Checkpoint link update + minor changes

sayands · sayands · commit 35f9c5bfd869 · 2025-09-29T02:19:19.000-07:00
Minor typo fix

Minor fix
diff --git a/README.md b/README.md
@@ -68,7 +68,6 @@ assume complete data availability across all modalities. We present **CrossOver*
 
 
 # :newspaper: News
-<!-- > 📡 Stay tuned for stronger checkpoint release trained on many more datasets! -->
 - ![](https://img.shields.io/badge/New!-8A2BE2) **Version 1.0** - **CrossOver is now stronger than ever**. We recommend updating to this version; changes include:
   - More powerful pre-trained checkpoints; now available on Huggingface 👉 [here](https://huggingface.co/gradient-spaces/CrossOver/tree/main).

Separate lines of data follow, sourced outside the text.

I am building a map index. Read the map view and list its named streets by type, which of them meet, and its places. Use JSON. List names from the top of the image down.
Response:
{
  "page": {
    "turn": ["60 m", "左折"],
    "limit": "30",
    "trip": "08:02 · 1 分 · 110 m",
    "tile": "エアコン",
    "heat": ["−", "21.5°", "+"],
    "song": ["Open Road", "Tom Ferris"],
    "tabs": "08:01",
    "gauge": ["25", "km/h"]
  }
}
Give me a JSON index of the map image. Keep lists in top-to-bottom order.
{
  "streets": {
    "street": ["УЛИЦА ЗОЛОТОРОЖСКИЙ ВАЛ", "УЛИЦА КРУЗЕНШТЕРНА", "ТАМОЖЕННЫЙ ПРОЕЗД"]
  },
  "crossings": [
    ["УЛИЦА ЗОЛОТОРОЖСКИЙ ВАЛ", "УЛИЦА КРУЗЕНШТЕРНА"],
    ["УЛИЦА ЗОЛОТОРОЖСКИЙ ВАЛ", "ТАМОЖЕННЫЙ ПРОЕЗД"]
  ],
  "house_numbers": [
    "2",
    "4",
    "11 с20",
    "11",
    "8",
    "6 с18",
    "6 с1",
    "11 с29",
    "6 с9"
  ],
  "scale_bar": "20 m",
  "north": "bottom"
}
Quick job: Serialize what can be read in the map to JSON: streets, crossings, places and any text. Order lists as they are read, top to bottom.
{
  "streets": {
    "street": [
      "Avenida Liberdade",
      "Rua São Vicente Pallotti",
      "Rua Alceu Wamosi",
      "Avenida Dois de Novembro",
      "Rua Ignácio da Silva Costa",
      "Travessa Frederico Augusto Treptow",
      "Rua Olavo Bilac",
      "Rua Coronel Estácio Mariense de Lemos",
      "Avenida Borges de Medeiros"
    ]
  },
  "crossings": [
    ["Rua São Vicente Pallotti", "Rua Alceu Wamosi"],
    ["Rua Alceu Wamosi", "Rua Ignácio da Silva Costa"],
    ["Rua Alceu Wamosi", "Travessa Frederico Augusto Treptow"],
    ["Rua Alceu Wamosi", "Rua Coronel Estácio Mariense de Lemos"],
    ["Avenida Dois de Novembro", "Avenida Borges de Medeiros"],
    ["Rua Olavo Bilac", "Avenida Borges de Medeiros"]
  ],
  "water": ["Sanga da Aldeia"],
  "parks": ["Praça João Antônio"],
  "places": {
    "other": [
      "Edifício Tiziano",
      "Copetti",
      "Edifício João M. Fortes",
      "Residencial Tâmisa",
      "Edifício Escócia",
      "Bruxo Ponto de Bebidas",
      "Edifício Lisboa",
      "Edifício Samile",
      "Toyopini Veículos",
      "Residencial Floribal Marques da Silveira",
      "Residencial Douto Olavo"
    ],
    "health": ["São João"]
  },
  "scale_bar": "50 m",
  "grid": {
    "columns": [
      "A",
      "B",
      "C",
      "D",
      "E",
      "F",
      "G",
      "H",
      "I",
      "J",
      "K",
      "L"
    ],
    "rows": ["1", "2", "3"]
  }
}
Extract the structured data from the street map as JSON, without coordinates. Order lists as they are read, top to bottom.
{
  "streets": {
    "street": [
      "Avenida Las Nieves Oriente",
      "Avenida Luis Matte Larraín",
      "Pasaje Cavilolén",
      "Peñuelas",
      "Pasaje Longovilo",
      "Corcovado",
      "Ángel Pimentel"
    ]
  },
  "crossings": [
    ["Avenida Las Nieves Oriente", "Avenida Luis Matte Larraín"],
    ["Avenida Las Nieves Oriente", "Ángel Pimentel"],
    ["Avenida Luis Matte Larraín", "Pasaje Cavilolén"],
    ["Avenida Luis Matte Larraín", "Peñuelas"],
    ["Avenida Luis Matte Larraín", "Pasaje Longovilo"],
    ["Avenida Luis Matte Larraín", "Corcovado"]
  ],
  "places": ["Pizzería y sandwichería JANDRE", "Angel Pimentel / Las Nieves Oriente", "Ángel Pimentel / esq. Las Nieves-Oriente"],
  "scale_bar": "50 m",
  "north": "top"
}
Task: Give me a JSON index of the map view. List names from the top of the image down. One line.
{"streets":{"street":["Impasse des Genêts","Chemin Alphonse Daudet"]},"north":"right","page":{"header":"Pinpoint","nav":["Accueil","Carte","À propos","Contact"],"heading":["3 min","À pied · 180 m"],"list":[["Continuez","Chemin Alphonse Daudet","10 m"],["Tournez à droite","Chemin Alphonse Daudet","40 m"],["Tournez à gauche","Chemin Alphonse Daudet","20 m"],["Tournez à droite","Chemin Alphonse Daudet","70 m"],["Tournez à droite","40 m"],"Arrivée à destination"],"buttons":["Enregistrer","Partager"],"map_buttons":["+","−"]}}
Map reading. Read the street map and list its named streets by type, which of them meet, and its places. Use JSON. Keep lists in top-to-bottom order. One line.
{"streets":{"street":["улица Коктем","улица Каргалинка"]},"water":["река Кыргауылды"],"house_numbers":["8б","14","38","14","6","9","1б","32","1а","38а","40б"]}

   - Support for 2 additional datasets - ARKitScenes & MultiScan
@@ -132,26 +131,6 @@ See [DATA.MD](DATA.md) for detailed instructions on data download, preparation a
 
 # :film_projector: Demo
 
-## Scene Retrieval Demo
-
-This demo script allows users to process a custom scene and retrieve the closest match from the supported datasets using different modalities. Detailed usage can be found inside the script. Example usage below:
-
-```bash
-$ python demo/demo_scene_retrieval.py
-```
-
-Various configurable parameters:
-
-- `--query_path`: Path to the query scene file (eg: `./example_data/dining_room/scene_cropped.ply`).
-- `--database_path`: Path to the precomputed embeddings of the database scenes downloaded before (eg: `./release_data/embed_scannet.pt`).
-- `--query_modality`: Modality of the query scene, Options: `point`, `rgb`, `floorplan`, `referral`
-- `--database_modality`: Modality used for retrieval. Same options as above.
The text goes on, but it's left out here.